Provided material Block Start

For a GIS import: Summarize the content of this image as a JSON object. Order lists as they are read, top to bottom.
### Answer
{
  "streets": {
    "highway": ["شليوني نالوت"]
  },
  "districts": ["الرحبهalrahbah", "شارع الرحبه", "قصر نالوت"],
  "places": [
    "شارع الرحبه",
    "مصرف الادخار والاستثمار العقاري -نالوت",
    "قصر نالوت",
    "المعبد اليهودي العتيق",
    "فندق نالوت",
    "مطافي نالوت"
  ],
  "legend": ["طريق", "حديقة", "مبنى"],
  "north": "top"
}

Provided material Block End

▶ Task to carry out
Output the data above in full and exactly.

▶ The completed task
For a GIS import: Summarize the content of this image as a JSON object. Order lists as they are read, top to bottom.
### Answer
{
  "streets": {
    "highway": ["شليوني نالوت"]
  },
  "districts": ["الرحبهalrahbah", "شارع الرحبه", "قصر نالوت"],
  "places": [
    "شارع الرحبه",
    "مصرف الادخار والاستثمار العقاري -نالوت",
    "قصر نالوت",
    "المعبد اليهودي العتيق",
    "فندق نالوت",
    "مطافي نالوت"
  ],
  "legend": ["طريق", "حديقة", "مبنى"],
  "north": "top"
}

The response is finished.